Adventure Line Productions (ALP), the company which produced Dropped for French broadcaster TF1, is also responsible for Koh Lanta, the French version of castaway series Survivor, which suffered a fatality two years ago.
Gerard Babin, 25, died of a heart attack after complaining of chest pains on completing one of the on-screen challenges, on the first day of filming in Cambodia.
The series was cancelled and the programme’s on-site doctor committed suicide. The doctor, Thierry Costa, blamed the press for damaging his professional reputation following Babin’s death.

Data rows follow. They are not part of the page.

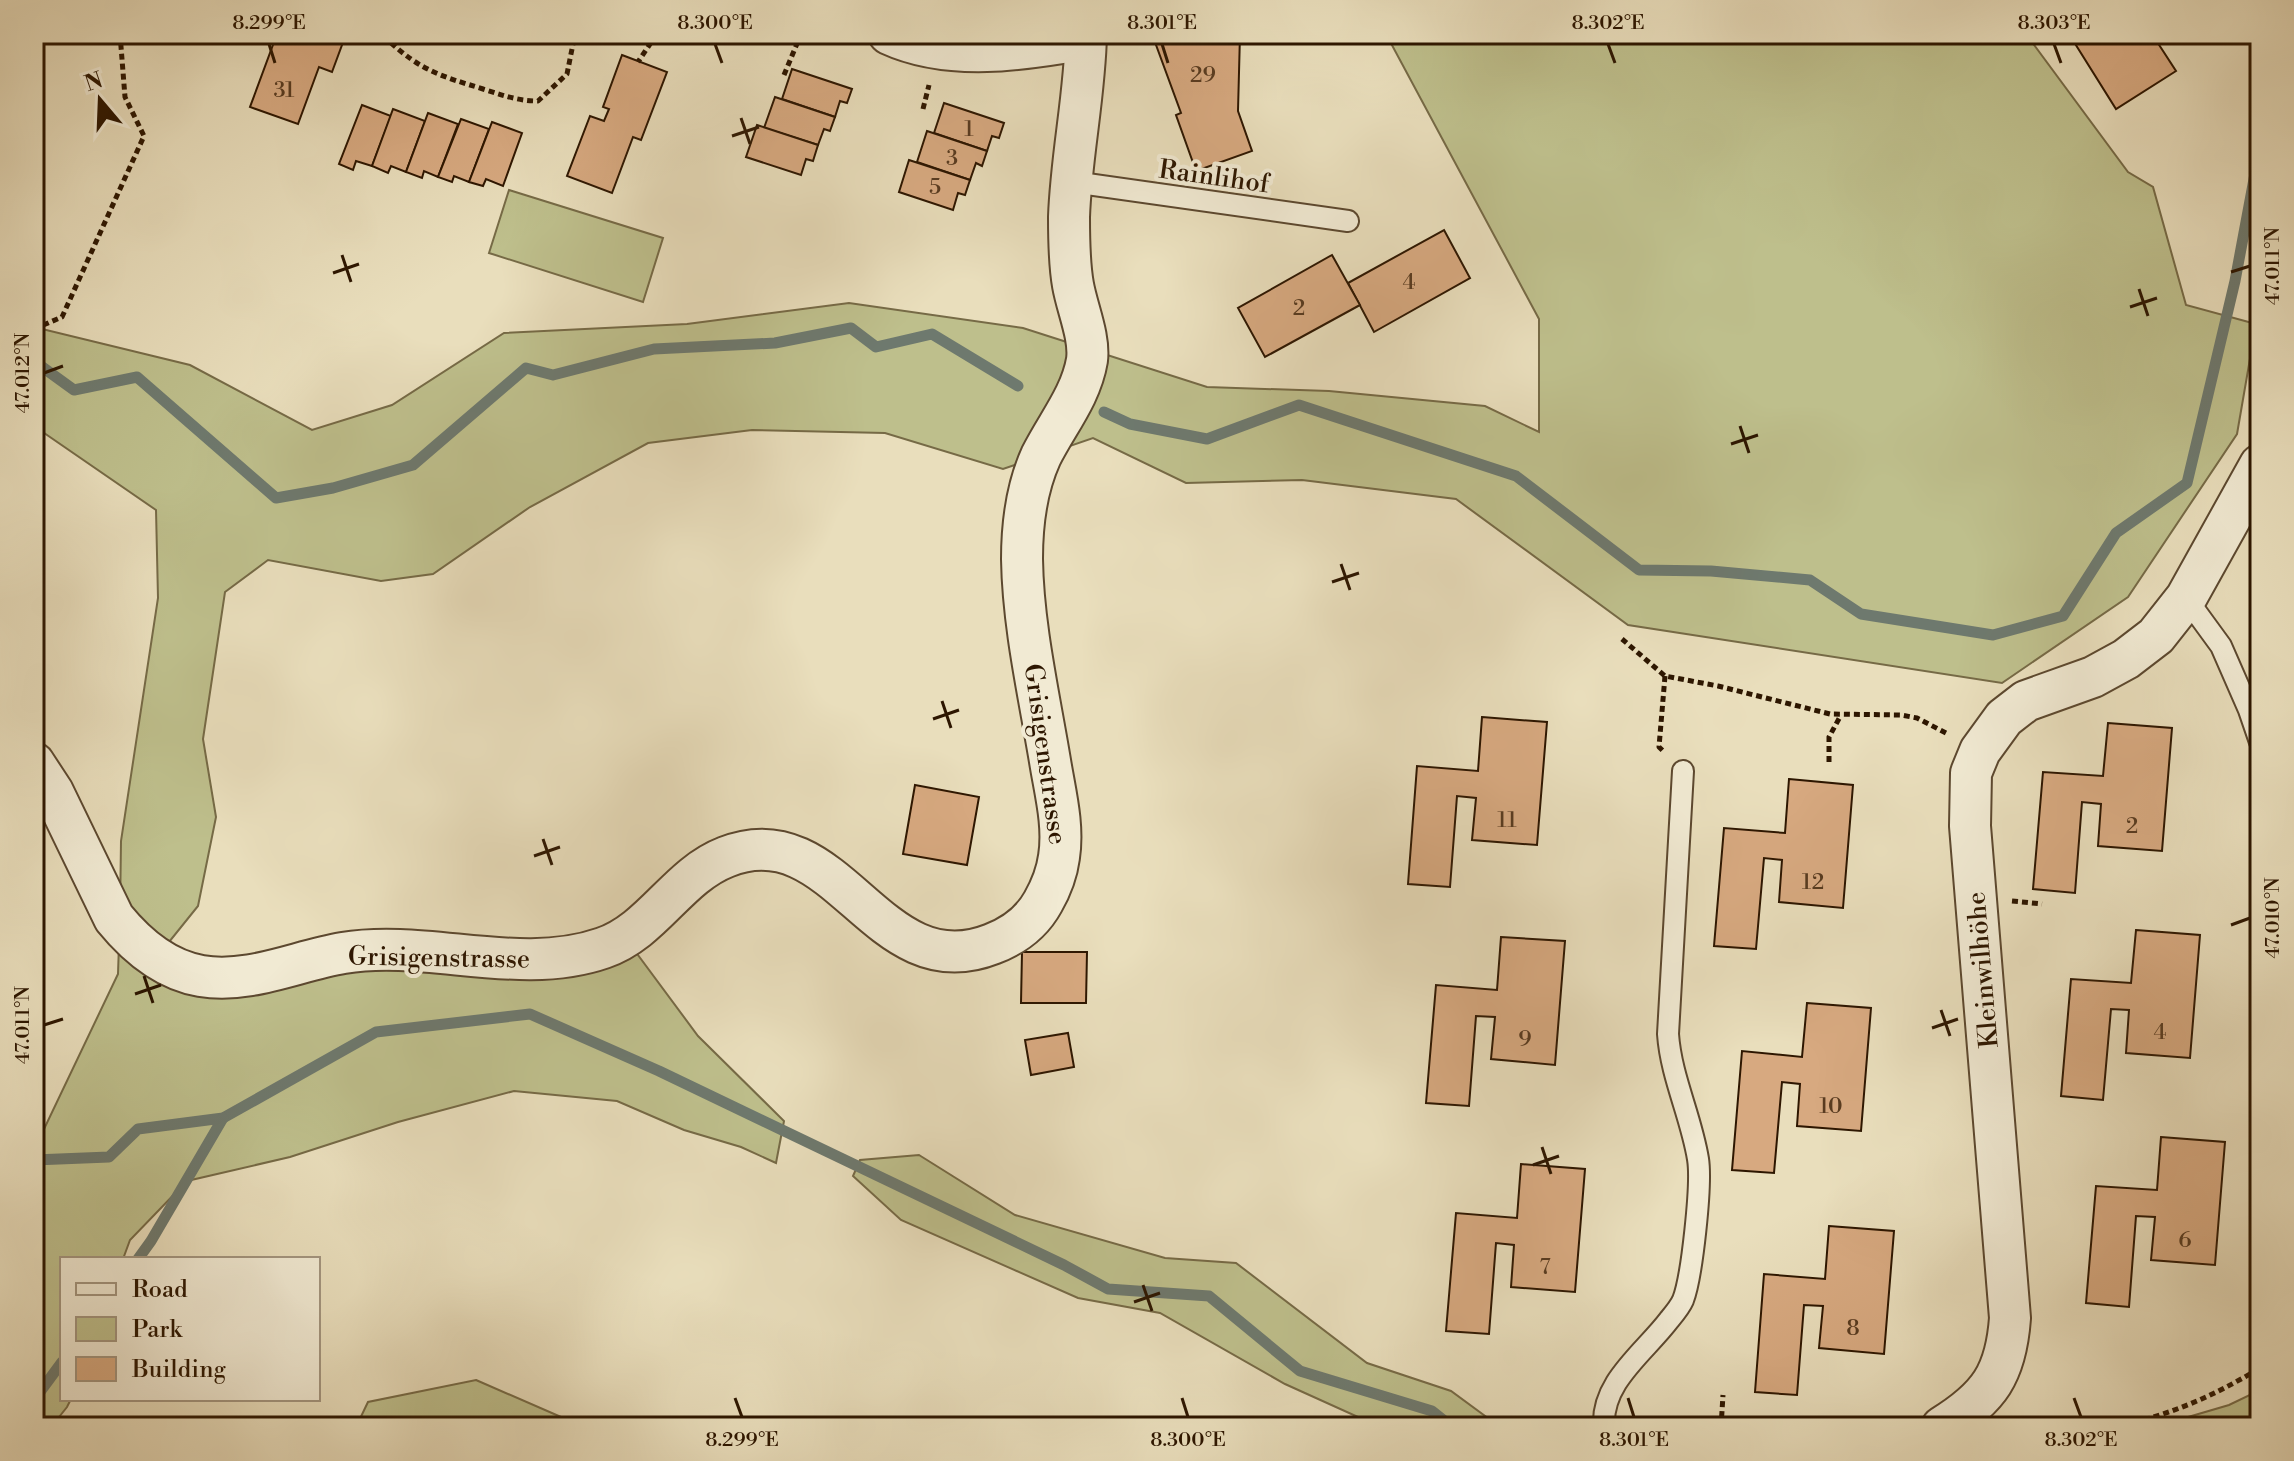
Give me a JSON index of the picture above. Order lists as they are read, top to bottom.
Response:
{
  "streets": {
    "street": ["Grisigenstrasse", "Kleinwilhöhe"],
    "lane": ["Rainlihof"]
  },
  "crossings": [
    ["Rainlihof", "Grisigenstrasse"]
  ],
  "house_numbers": [
    "29",
    "31",
    "1",
    "3",
    "5",
    "4",
    "2",
    "11",
    "2",
    "12",
    "4",
    "9",
    "10",
    "6",
    "7",
    "8"
  ],
  "legend": ["Road", "Park", "Building"],
  "north": "top",
  "coordinates": [
    "8.299°E",
    "8.300°E",
    "8.301°E",
    "8.302°E",
    "8.303°E",
    "47.011°N",
    "47.012°N",
    "47.010°N"
  ]
}
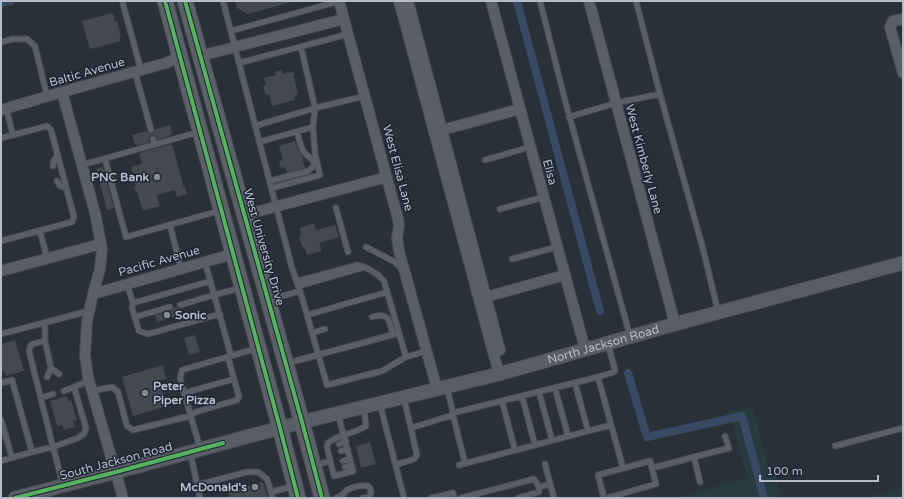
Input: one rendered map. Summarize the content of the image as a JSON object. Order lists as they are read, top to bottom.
{
  "streets": {
    "main road": ["West University Drive", "North Jackson Road", "South Jackson Road"],
    "street": [
      "Baltic Avenue",
      "West Kimberly Lane",
      "West Elisa Lane",
      "Elisa",
      "Pacific Avenue"
    ]
  },
  "crossings": [
    ["West Kimberly Lane", "North Jackson Road"],
    ["West Elisa Lane", "North Jackson Road"],
    ["Elisa", "North Jackson Road"],
    ["West University Drive", "North Jackson Road"],
    ["West University Drive", "South Jackson Road"],
    ["North Jackson Road", "South Jackson Road"]
  ],
  "places": [
    "PNC Bank",
    "Sonic",
    "Peter Piper Pizza",
    "McDonald's"
  ],
  "scale_bar": "100 m"
}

A 53-year-old contestant on Bulgaria’s version of Survivor died of a heart attack while filming an episode on an island in the Philippines in 2009.
In April 2013, Shain Gandee, 21, a star of MTV’s Buckwild reality TV show and two others were found dead of carbon monoxide poisoning in an SUV stuck in a mud pit in Sissonville, West Virginia.
The truck’s exhaust pipe had been submerged in mud, causing the gas to leak back into the car. MTV cancelled the show which followed the antics of young friends enjoying their wild country lifestyle.
In February 2013, cast member Michael Donatelli, 45, pilot David Gibbs, 59, and cameraman Darren Rydstrom, 46, were killed in a helicopter crash while filming a scene for an untitled military-themed show being produced for the Discovery Channel.
A 32-year-old contestant drowned during filming a Pakistani reality TV show in Bangkok in 2009. Saad Khan was swimming across a lake while wearing a 7kg backpack when he called out for help and then disappeared in a lake. Divers later recovered Khan's body.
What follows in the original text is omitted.